● Exercise description: In the records that follow, the lines from the one containing "ctx.save(); ctx.translate(x, y);" to the one containing "[944,763,951,842,814,854,807,775]", inclusive, are to be given again exactly.
:: Records shown
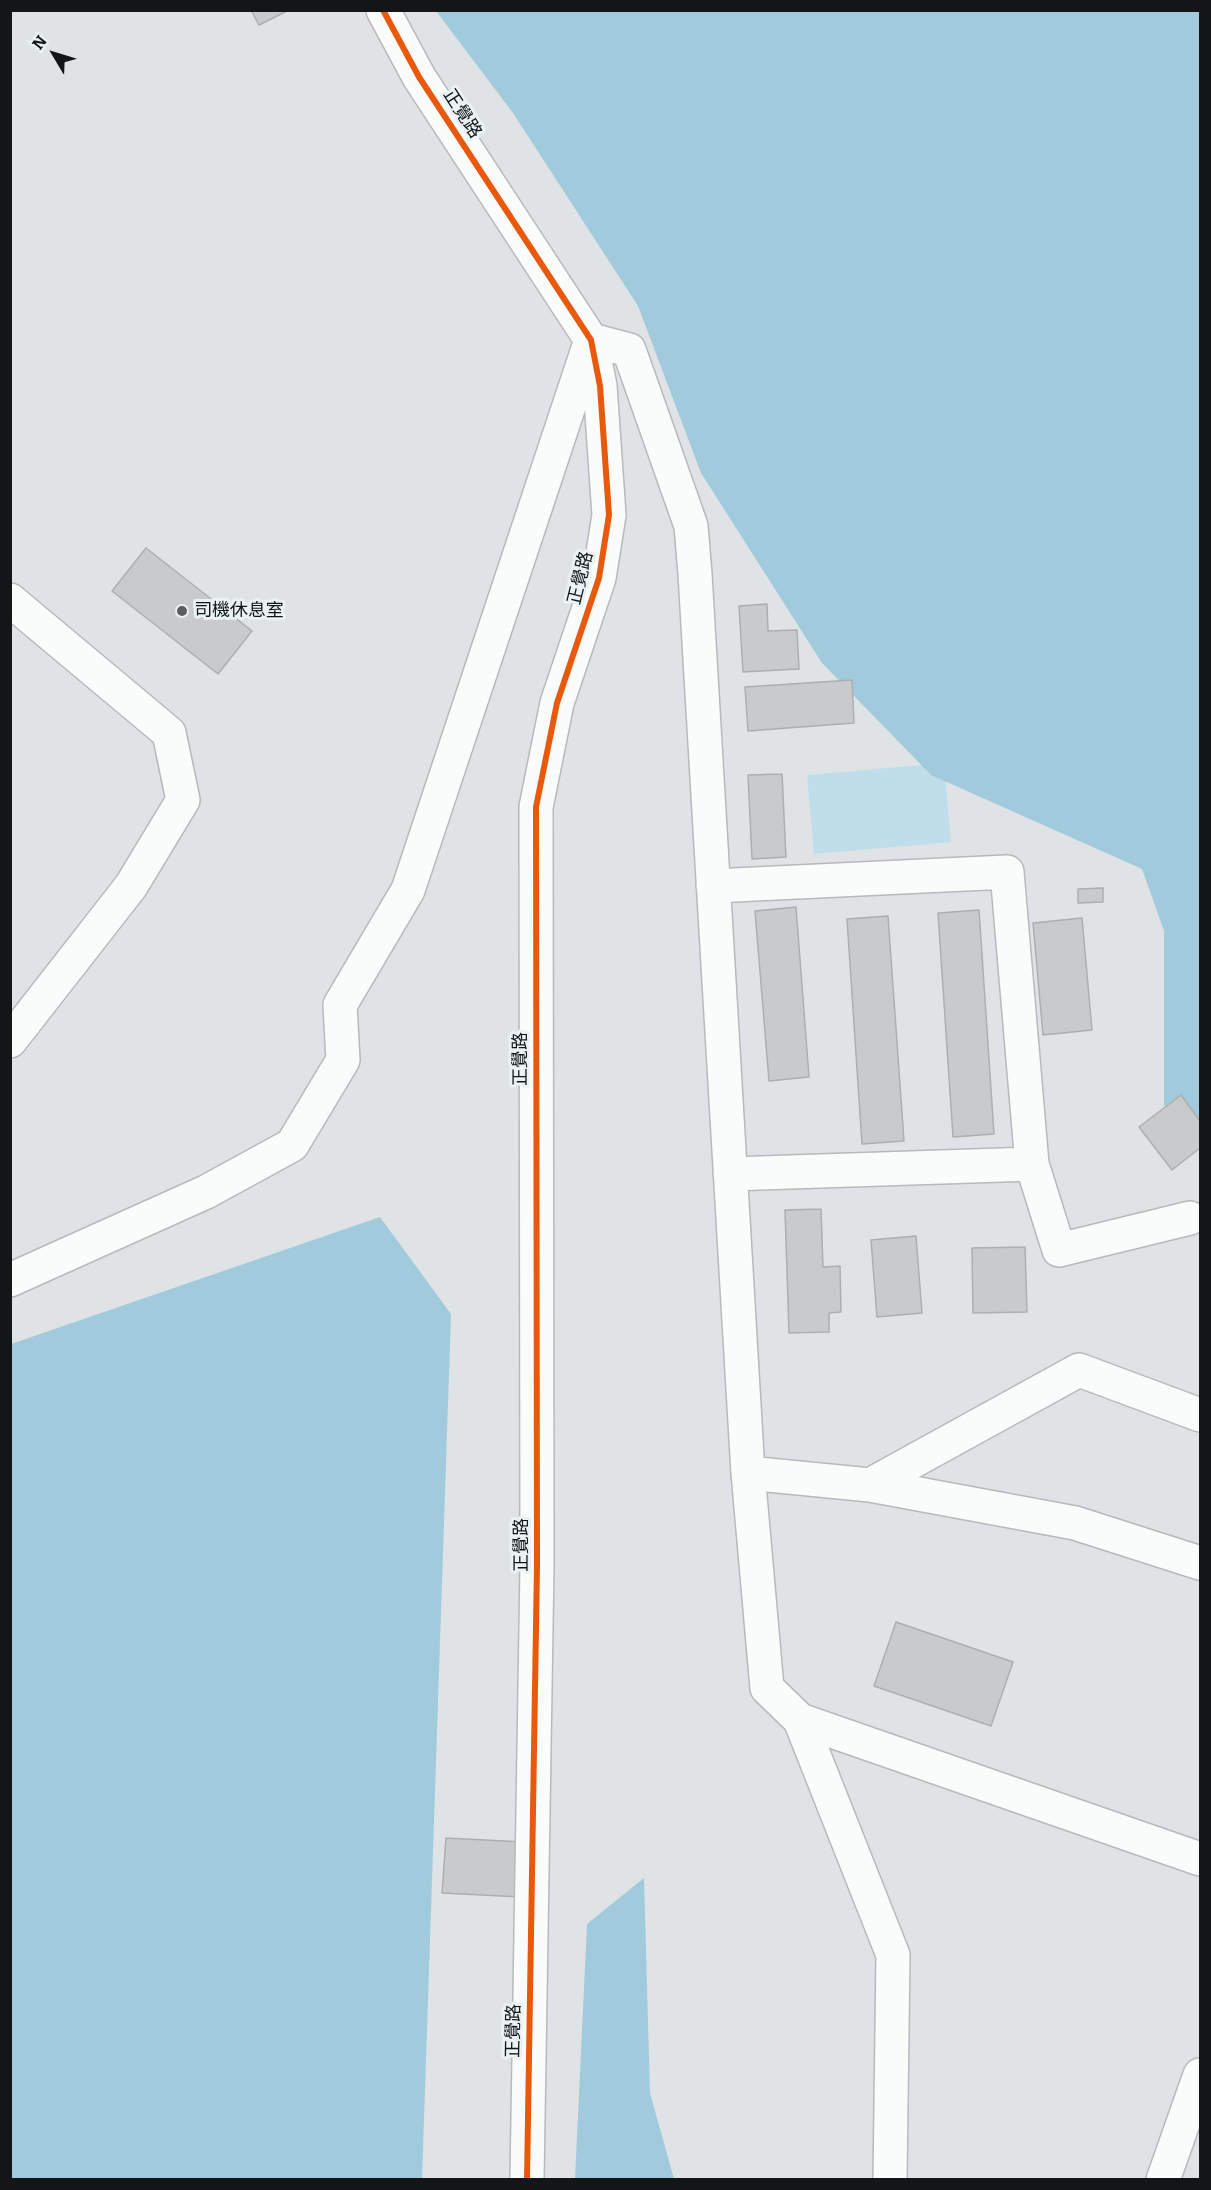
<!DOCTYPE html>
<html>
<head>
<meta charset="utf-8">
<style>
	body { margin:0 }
	#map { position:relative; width:1211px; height:2190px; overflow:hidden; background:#e0e3e5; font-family:Bitter,serif }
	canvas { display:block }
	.frame { position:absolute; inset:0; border:12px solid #131516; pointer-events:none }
	.north { position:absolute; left:24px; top:24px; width:60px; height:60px; -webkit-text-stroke:4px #ebf2f4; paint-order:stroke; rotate:308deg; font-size:16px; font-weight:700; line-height:24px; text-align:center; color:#131516 }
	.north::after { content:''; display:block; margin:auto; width:21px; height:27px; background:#131516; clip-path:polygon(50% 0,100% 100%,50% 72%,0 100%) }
</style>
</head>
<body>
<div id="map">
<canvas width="1211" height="2190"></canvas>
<div class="frame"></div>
<div class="north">N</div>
</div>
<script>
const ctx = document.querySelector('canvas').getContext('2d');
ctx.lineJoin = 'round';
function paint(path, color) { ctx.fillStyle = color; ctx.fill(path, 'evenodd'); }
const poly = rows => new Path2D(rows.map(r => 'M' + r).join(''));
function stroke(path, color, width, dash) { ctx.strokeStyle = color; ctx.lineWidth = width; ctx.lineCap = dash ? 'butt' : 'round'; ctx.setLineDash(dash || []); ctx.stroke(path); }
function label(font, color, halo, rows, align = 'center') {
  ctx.font = font + ' Bitter,"Noto Sans TC",serif'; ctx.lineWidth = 6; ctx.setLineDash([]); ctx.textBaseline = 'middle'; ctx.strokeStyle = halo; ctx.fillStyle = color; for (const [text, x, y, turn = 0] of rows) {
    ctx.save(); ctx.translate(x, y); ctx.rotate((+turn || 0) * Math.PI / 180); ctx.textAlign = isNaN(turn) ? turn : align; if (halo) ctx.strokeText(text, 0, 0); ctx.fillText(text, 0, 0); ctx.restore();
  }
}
const green = poly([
	[944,763,951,842,814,854,807,775]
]);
const forest = poly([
	[436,11,1200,11,1200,1144,1164,1105,1164,931,1142,869,931,775,822,663,701,473,638,306,513,113],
	[380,1217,451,1314,422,2179,11,2179,11,1344],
	[644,1878,650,2093,674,2179,575,2179,587,1924]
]);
const building = poly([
	[251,10,289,10,259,25,251,10],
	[146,548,252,631,218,674,112,591,146,548],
	[767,604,768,631,797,630,799,669,743,672,739,606,767,604],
	[852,680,854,723,748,731,745,687,852,680],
	[782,774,786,857,752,859,748,775,782,774],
	[1103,888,1103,902,1078,903,1078,889,1103,888],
	[796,907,809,1077,769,1081,755,911,796,907],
	[979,910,994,1134,953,1137,938,913,979,910],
	[888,916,904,1141,862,1144,847,919,888,916],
	[1082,918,1092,1030,1043,1035,1033,923,1082,918],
	[1181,1095,1200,1121,1200,1148,1172,1170,1139,1127,1181,1095],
	[821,1209,823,1267,840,1266,841,1312,829,1313,829,1332,789,1333,785,1210,821,1209],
	[916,1236,922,1313,877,1317,871,1240,916,1236],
	[1025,1247,1027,1312,973,1313,972,1248,1025,1247],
	[896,1622,1013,1662,991,1726,874,1686,896,1622],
	[446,1838,524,1842,521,1897,442,1893,446,1838]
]);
const minor = poly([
	[383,10,419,77,591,340,600,386,609,515,599,578,557,703,536,807,537,1565,527,2180],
	[10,600,169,733,183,800,131,886,10,1041],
	[713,886,1007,872,1032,1164,730,1174],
	[1032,1164,1059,1250,1190,1218],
	[10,1280,206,1192,292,1145,343,1060,340,1005,408,890,591,340,629,350,691,526,695,574,748,1473,767,1688,800,1720,893,1955,890,2180],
	[748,1473,870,1485,1075,1523,1200,1563],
	[870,1485,1079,1370,1200,1415],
	[800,1720,1200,1859],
	[1163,2180,1200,2075]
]);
const cycleway = poly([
	[383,10,419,77,591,340,600,386,609,515,599,578,557,703,536,807,537,1565,527,2180]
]);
const markers = [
	[182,611,6,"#5b5d5e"]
];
const streetNames = [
	["正覺路",462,114,57],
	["正覺路",581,578,-76],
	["正覺路",521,1059,-90],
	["正覺路",522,1545,-90],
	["正覺路",514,2031,-89]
];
const poiNames = [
	["司機休息室",194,611]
];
paint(green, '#bfdeea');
paint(forest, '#a1cbdc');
paint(building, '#c8cacc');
stroke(building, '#acafb0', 1.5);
stroke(minor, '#b7b9ba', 36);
stroke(minor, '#fafbfb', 33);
stroke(cycleway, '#e8590c', 6);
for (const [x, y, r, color] of markers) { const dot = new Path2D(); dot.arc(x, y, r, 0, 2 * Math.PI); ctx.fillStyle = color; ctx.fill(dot); stroke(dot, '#ebf2f4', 2); }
label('18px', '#131516', '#ebf2f4', streetNames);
label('18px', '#131516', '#ebf2f4', poiNames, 'left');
</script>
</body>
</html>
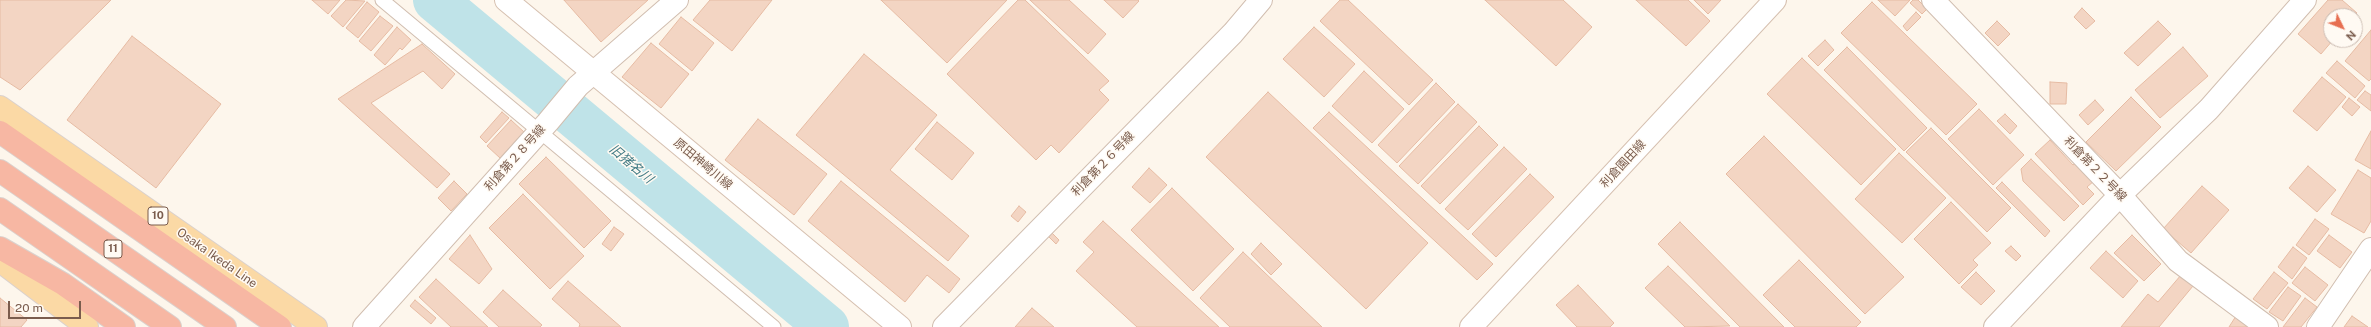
<!DOCTYPE html>
<html>
<head>
<meta charset="utf-8">
<style>
	body { margin:0 }
	#map { position:relative; width:2371px; height:327px; overflow:hidden; background:#fdf6ec; font-family:"Public Sans",sans-serif }
	canvas { display:block }
	.north { position:absolute; left:2323px; top:8px; width:40px; height:40px; box-sizing:border-box; background:#fffaf3; border:1px solid #cabbb1; border-radius:50%; rotate:133deg; font-size:11px; font-weight:700; line-height:16px; text-align:center; color:#7a5c4d }
	.north::after { content:''; display:block; margin:auto; width:14px; height:18px; background:#e76f51; clip-path:polygon(50% 0,100% 100%,50% 72%,0 100%) }
	.scale { position:absolute; left:8px; top:301px; width:73px; height:18px; box-sizing:border-box; border:2px solid #7a5c4d; border-top:0; padding-left:5px; font-size:12px; line-height:14px; white-space:nowrap; color:#7a5c4d; -webkit-text-stroke:3px #fffaf3; paint-order:stroke }
</style>
</head>
<body>
<div id="map">
<canvas width="2371" height="327"></canvas>
<div class="north">N</div>
<div class="scale">20 m</div>
</div>
<script>
const context = document.querySelector('canvas').getContext('2d');
context.lineJoin = 'round';
const shape = rows => new Path2D(rows.map(r => 'M' + r).join(''));
function stroke(path, color, width, dash) { context.strokeStyle = color; context.lineWidth = width; context.lineCap = dash ? 'butt' : 'round'; context.setLineDash(dash || []); context.stroke(path); }
function paint(path, color) { context.fillStyle = color; context.fill(path, 'evenodd'); }
function write(font, color, halo, rows, align = 'center') {
  context.font = font + ' "Public Sans","Noto Sans JP",sans-serif'; context.lineWidth = 3; context.setLineDash([]); context.textBaseline = 'middle'; context.strokeStyle = halo; context.fillStyle = color; for (const [text, x, y, turn = 0] of rows) {
    context.save(); context.translate(x, y); context.rotate((+turn || 0) * Math.PI / 180); context.textAlign = isNaN(turn) ? turn : align; if (halo) context.strokeText(text, 0, 0); context.fillText(text, 0, 0); context.restore();
  }
}
const river = shape([
	[435,0,827,327]
]);
const building = shape([
	[0,0,111,0,20,90,0,77,0,0],
	[312,0,340,0,328,14,312,0],
	[346,0,365,1,343,27,331,16,346,0],
	[564,0,648,0,601,42,564,0],
	[710,0,772,0,732,51,693,20,710,0],
	[881,0,1007,0,947,63,881,0],
	[1018,0,1025,0,1109,81,1099,90,1109,100,1059,153,1051,145,1036,160,947,74,1018,0],
	[1030,0,1069,0,1106,34,1088,54,1030,0],
	[1104,0,1138,0,1139,1,1123,18,1104,0],
	[1340,0,1348,0,1433,80,1409,105,1320,21,1340,0],
	[1485,0,1563,0,1592,27,1556,66,1485,0],
	[1636,0,1688,0,1710,21,1686,46,1636,0],
	[1694,0,1721,0,1708,14,1694,0],
	[1878,0,1910,0,1895,16,1878,0],
	[1913,0,1918,0,1927,9,1922,14,1910,3,1913,0],
	[2328,0,2342,0,2357,13,2354,16,2331,16,2331,40,2333,40,2321,54,2298,34,2328,0],
	[367,2,379,12,358,38,346,28,367,2],
	[1872,2,1977,104,1946,135,1841,33,1872,2],
	[2082,8,2095,21,2086,29,2074,17,2082,8],
	[1916,12,1921,17,1907,31,1903,26,1916,12],
	[380,16,393,26,371,51,359,41,380,16],
	[681,17,714,43,692,71,659,44,681,17],
	[1997,21,2010,34,1998,46,1985,33,1997,21],
	[2158,21,2171,34,2138,66,2124,53,2158,21],
	[397,27,411,40,402,50,400,48,385,65,374,55,397,27],
	[1314,27,1355,64,1324,97,1283,59,1314,27],
	[2371,30,2371,79,2369,81,2345,61,2371,30],
	[132,36,221,104,156,188,67,120,132,36],
	[1825,40,1834,50,1818,66,1808,56,1825,40],
	[651,43,689,74,661,108,622,77,651,43],
	[422,44,455,74,442,89,423,71,371,103,450,174,437,188,338,99,422,44],
	[1847,47,1927,128,1904,151,1824,70,1847,47],
	[2183,47,2208,76,2160,118,2135,90,2183,47],
	[864,54,937,115,890,170,969,236,948,261,796,135,864,54],
	[1802,58,1896,149,1861,185,1767,94,1802,58],
	[2337,61,2365,86,2355,98,2326,73,2337,61],
	[1364,71,1404,109,1372,143,1332,106,1364,71],
	[2322,77,2346,97,2317,131,2293,111,2322,77],
	[2050,82,2067,83,2066,104,2050,104,2050,82],
	[1436,83,1455,102,1397,163,1378,145,1436,83],
	[2365,91,2371,95,2371,111,2357,100,2365,91],
	[1268,92,1428,243,1366,309,1206,157,1268,92],
	[2131,97,2161,127,2116,171,2086,142,2131,97],
	[2349,98,2360,107,2352,116,2342,107,2349,98],
	[2095,100,2104,110,2088,125,2079,115,2095,100],
	[1458,104,1477,122,1418,184,1399,166,1458,104],
	[1979,109,2024,155,1993,185,1948,139,1979,109],
	[502,112,509,118,486,143,480,137,502,112],
	[1329,112,1493,264,1477,280,1313,128,1329,112],
	[2005,114,2017,126,2010,134,1997,121,2005,114],
	[758,119,827,174,794,215,725,160,758,119],
	[511,120,524,132,500,158,487,146,511,120],
	[937,122,974,153,952,180,915,149,937,122],
	[1479,126,1498,145,1440,204,1421,186,1479,126],
	[1931,128,2011,208,1987,232,1906,152,1931,128],
	[2371,131,2371,169,2355,160,2371,131],
	[1764,136,1904,277,1865,314,1726,174,1764,136],
	[2050,140,2073,165,2077,162,2094,181,2087,187,2094,194,2083,205,2035,154,2050,140],
	[1504,147,1527,169,1468,230,1445,209,1504,147],
	[1899,153,1946,198,1902,243,1855,199,1899,153],
	[546,157,611,221,584,248,519,184,546,157],
	[2031,159,2079,206,2064,221,2023,181,2021,169,2031,159],
	[2308,166,2336,190,2317,212,2289,188,2308,166],
	[1149,168,1167,185,1150,203,1132,187,1149,168],
	[2358,170,2371,178,2371,221,2364,233,2331,214,2358,170],
	[1530,174,1554,197,1496,257,1472,234,1530,174],
	[454,181,467,194,451,211,438,198,454,181],
	[841,181,960,279,949,293,927,275,905,302,808,221,841,181],
	[2002,182,2050,231,2045,237,1996,188,2002,182],
	[2202,186,2229,210,2191,253,2163,229,2202,186],
	[1172,188,1234,249,1193,291,1131,230,1172,188],
	[523,194,584,256,550,289,489,228,523,194],
	[1951,202,1991,243,1973,260,1978,265,1959,284,1914,239,1951,202],
	[1019,206,1026,212,1018,222,1011,216,1019,206],
	[2315,219,2329,229,2309,255,2296,245,2315,219],
	[1103,221,1219,327,1137,327,1076,271,1094,252,1083,242,1103,221],
	[1680,222,1784,327,1740,327,1658,244,1680,222],
	[614,227,624,234,611,251,602,244,614,227],
	[1051,232,1059,240,1056,244,1048,236,1051,232],
	[470,235,492,269,479,284,449,259,470,235],
	[2132,235,2161,264,2144,281,2114,253,2132,235],
	[2329,235,2352,252,2340,268,2317,251,2329,235],
	[1261,243,1282,264,1271,275,1251,254,1261,243],
	[2011,246,2021,256,2016,261,2005,251,2011,246],
	[2293,247,2307,258,2292,279,2278,267,2293,247],
	[2106,251,2138,281,2123,298,2090,268,2106,251],
	[1243,252,1322,327,1230,327,1200,298,1243,252],
	[1799,260,1861,322,1856,327,1795,327,1763,295,1799,260],
	[1668,266,1730,326,1685,327,1645,288,1668,266],
	[2305,267,2328,285,2315,301,2292,283,2305,267],
	[1976,272,1995,291,1981,305,1961,287,1976,272],
	[2274,272,2288,283,2267,309,2253,299,2274,272],
	[2181,275,2193,286,2159,327,2121,327,2148,294,2158,302,2181,275],
	[436,279,488,327,451,327,419,297,436,279],
	[568,281,621,327,579,327,580,324,552,299,568,281],
	[1578,285,1614,323,1610,327,1577,327,1556,305,1578,285],
	[2288,287,2301,296,2283,321,2269,312,2288,287],
	[503,290,542,325,540,327,499,327,483,312,503,290],
	[0,298,27,320,21,327,0,327,0,298],
	[2305,298,2317,307,2301,327,2283,327,2305,298],
	[415,300,436,318,431,324,410,306,415,300],
	[1032,308,1054,327,1015,327,1032,308],
	[2236,316,2251,327,2229,327,2236,316],
	[2352,316,2368,327,2344,327,2352,316]
]);
const lane = shape([
	[382,0,774,327]
]);
const street = shape([
	[1933,0,2120,195,2178,261,2267,327],
	[364,327,548,122,578,86,677,0],
	[944,327,1233,33,1261,0],
	[1995,327,2120,195,2209,109,2305,0],
	[2318,327,2371,249]
]);
const secondary = shape([
	[506,0,900,327],
	[1471,327,1775,0]
]);
const primary = shape([
	[0,107,316,327],
	[0,261,87,327]
]);
const highway = shape([
	[0,132,280,327],
	[0,171,225,327],
	[0,209,170,327],
	[0,248,63,284,124,327]
]);
const shields = [
	[158,216,20],
	[113,249,18]
];
const shieldNames = [
	["10",158,216],
	["11",113,249]
];
const streetNames = [
	["利倉第２８号線",515,158,-48],
	["原田神崎川線",703,164,40],
	["利倉第２６号線",1103,164,-46],
	["利倉園田線",1623,164,-47],
	["利倉第２２号線",2095,169,46],
	["Osaka Ikeda Line",217,258,35]
];
const waterNames = [
	["旧猪名川",631,164,40]
];
stroke(river, '#bfe3e8', 44);
paint(building, '#f3d5c3');
stroke(building, '#e6bba3', 1);
stroke(lane, '#d1beb0', 15);
stroke(street, '#d1beb0', 24);
stroke(secondary, '#d6c0b0', 24);
stroke(primary, '#dad1cd', 24);
stroke(highway, '#dad1cd', 24);
stroke(lane, '#fff', 13);
stroke(street, '#fff', 22);
stroke(secondary, '#fff', 22);
stroke(primary, '#fbd9a5', 22);
stroke(highway, '#f7b7a3', 22);
for (const [x, y, w] of shields) { const box = new Path2D(); box.roundRect(x - w / 2, y - 9, w, 18, 3); context.fillStyle = '#fffaf3'; context.fill(box); stroke(box, '#7a5c4d', 1); }
write('bold 11px', '#7a5c4d', null, shieldNames);
write('12px', '#7a5c4d', '#fffaf3', streetNames);
write('italic 13px', '#437c86', '#fffaf3', waterNames);
</script>
</body>
</html>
::::
● Exercise output:
    ctx.save(); ctx.translate(x, y); ctx.rotate((+turn || 0) * Math.PI / 180); ctx.textAlign = isNaN(turn) ? turn : align; if (halo) ctx.strokeText(text, 0, 0); ctx.fillText(text, 0, 0); ctx.restore();
  }
}
const green = poly([
	[944,763,951,842,814,854,807,775]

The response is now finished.